In a letter read to the lobby’s inaugural gathering, President Reuven Rivlin stated that while in “Spain precious communities were forced leave their faith, their life and the values they grew up and raised their families” five hundred years ago, “Spanish Jews are still with us, and we must not forget them.”

According to lobby founders MK Robert Ilatov and Ashley Perry, increasing numbers of the descendants of Jews around the world have become interested in exploring their heritage and reconnecting with the Jewish people.

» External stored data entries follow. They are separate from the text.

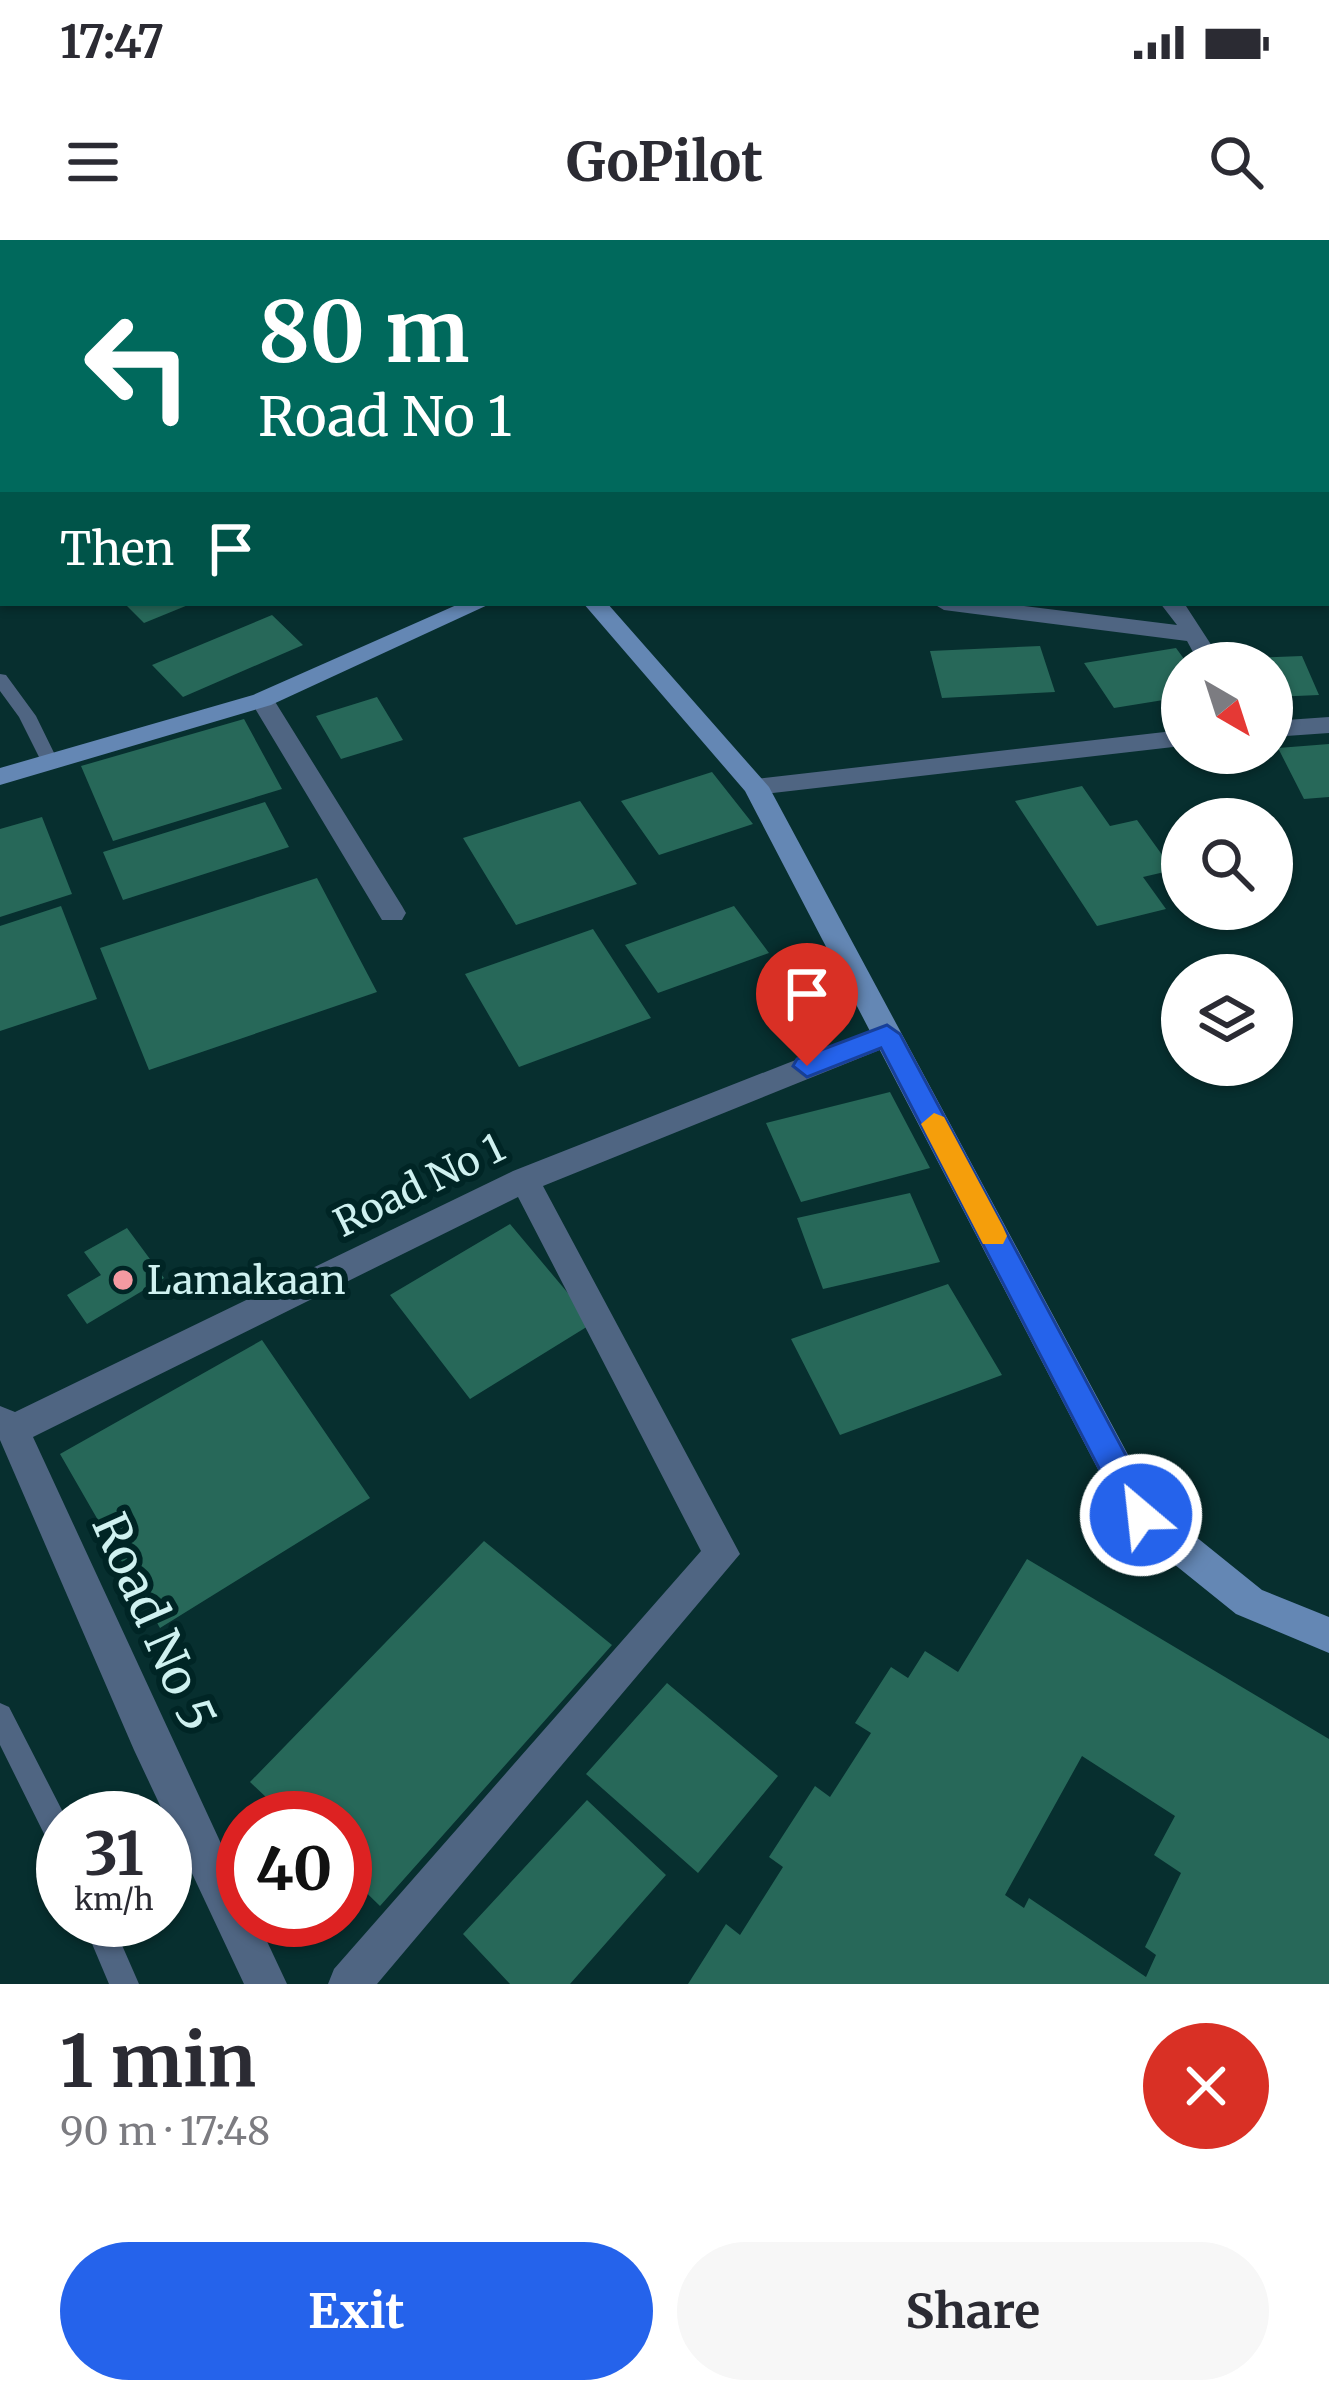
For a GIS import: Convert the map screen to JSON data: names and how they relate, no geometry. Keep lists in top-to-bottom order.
{
  "streets": {
    "street": ["Road No 1", "Road No 5"]
  },
  "crossings": [
    ["Road No 1", "Road No 5"]
  ],
  "places": ["Lamakaan"],
  "north": "bottom right",
  "page": {
    "status": "17:47",
    "header": "GoPilot",
    "turn": ["80 m", "Road No 1"],
    "then": "Then",
    "speed": "31 km/h",
    "limit": "40",
    "heading": ["1 min", "90 m · 17:48"],
    "buttons": ["Exit", "Share"]
  }
}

“For many of us in this room who are the descendants of those persecuted and forcibly converted in Spain and Portugal, we know that it would have been impossible for our ancestors to have even dreamed of this moment,” said Perry, a former advisor to erstwhile Foreign Minister Avigdor Liberman and the founder of the Reconnectar NGO.

[…]

According to Spanish Ambassador Fernando Carderera, more than the requests of more than 4,300 Sephardic Jews for citizenship have been approved since the recent passage of a bill providing the descendants of the expellees with the opportunity to reconnect with Spain.

[…]​
B’nai B’rith’s Alan Schneider told the Post that he believes that the new initiative sends a message to interested parties that Israel and the Jewish people reciprocate their desires and that “its going to be easier for them now to investigate their Jewish roots, to find out about Jewish tradition, learn about their traditions and how they relate to Judaism and eventually to decide if they want to take the greater leap of rejoining in a formal way with the Jewish people.”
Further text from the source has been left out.